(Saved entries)
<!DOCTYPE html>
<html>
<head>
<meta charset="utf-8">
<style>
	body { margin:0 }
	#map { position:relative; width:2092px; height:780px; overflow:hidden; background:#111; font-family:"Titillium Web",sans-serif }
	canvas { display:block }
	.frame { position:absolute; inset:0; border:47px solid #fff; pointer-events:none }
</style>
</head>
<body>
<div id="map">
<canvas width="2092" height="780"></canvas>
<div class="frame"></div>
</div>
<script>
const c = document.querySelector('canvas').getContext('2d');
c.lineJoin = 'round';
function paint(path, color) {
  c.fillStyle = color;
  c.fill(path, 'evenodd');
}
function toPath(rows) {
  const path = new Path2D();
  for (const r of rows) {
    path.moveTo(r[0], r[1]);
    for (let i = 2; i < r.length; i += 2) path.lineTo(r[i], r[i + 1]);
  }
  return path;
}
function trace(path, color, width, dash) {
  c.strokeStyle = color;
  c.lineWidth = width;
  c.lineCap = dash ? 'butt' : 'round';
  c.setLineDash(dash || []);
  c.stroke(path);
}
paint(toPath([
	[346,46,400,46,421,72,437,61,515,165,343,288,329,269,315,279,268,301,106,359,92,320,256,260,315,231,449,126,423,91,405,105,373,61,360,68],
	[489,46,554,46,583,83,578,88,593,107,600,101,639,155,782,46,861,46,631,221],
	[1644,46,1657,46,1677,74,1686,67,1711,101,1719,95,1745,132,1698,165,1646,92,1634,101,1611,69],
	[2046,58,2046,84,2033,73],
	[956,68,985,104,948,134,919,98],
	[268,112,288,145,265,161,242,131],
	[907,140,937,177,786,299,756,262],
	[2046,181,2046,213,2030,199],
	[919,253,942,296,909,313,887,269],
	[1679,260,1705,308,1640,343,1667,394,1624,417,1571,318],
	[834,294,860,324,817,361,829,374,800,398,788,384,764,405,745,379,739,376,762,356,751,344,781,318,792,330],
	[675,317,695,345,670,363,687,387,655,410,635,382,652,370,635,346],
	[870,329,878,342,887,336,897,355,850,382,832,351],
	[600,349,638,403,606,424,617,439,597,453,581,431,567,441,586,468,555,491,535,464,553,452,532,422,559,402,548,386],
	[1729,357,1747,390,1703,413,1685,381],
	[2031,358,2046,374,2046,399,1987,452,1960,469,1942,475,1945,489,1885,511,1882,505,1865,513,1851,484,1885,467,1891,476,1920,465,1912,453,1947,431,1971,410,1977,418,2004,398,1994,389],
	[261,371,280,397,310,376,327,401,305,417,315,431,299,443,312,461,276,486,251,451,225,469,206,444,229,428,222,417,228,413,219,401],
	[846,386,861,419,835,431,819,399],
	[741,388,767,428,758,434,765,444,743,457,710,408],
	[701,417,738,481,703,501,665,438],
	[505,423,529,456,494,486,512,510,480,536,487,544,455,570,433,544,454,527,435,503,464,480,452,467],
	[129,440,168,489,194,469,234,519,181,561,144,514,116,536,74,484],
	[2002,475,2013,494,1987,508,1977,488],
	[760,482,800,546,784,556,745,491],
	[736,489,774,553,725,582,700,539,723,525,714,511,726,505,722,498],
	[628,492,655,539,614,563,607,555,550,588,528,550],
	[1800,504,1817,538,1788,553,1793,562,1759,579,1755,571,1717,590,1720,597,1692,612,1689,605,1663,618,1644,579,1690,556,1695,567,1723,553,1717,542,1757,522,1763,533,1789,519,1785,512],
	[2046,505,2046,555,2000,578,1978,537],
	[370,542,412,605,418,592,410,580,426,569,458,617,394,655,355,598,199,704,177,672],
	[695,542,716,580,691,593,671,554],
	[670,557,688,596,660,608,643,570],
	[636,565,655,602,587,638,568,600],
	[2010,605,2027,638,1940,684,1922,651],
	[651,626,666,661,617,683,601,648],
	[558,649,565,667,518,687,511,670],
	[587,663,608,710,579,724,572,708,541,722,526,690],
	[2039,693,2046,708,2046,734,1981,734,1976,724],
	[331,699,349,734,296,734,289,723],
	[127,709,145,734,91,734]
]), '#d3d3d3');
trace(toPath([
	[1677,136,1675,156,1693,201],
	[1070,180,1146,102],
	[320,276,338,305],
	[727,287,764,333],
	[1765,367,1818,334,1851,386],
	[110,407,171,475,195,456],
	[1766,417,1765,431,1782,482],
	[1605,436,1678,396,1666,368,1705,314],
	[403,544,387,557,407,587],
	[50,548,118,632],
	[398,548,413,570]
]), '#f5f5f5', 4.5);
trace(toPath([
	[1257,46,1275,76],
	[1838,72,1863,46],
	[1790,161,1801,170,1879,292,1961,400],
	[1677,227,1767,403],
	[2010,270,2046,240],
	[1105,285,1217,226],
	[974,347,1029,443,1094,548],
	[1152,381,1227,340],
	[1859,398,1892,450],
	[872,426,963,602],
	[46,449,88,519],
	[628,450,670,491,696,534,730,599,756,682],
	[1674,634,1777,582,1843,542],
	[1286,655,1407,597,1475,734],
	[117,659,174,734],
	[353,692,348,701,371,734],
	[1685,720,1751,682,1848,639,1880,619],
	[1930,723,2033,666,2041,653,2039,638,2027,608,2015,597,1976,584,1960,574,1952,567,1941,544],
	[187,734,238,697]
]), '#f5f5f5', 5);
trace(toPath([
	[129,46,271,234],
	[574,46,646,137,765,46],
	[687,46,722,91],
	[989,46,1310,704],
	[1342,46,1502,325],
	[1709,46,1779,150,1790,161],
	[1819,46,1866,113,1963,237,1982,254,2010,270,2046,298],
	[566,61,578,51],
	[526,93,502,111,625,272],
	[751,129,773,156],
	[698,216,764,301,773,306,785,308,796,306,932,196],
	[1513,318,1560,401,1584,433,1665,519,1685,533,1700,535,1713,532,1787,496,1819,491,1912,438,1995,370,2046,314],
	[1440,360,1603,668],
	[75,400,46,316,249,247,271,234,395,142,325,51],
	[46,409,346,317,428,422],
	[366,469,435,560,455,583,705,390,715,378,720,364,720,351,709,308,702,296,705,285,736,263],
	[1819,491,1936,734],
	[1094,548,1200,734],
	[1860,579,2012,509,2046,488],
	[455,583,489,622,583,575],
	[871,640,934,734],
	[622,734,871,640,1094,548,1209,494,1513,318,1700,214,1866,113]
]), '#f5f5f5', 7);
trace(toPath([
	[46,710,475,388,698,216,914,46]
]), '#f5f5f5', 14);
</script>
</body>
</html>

__WORK ITEM__:
What you give back should be only the lines of the records above, starting at the line with "for (let i = 2;" and ending at the line with "c.stroke(path);", restated word for word.

__ANSWER TO THE PROBLEM__:
    for (let i = 2; i < r.length; i += 2) path.lineTo(r[i], r[i + 1]);
  }
  return path;
}
function trace(path, color, width, dash) {
  c.strokeStyle = color;
  c.lineWidth = width;
  c.lineCap = dash ? 'butt' : 'round';
  c.setLineDash(dash || []);
  c.stroke(path);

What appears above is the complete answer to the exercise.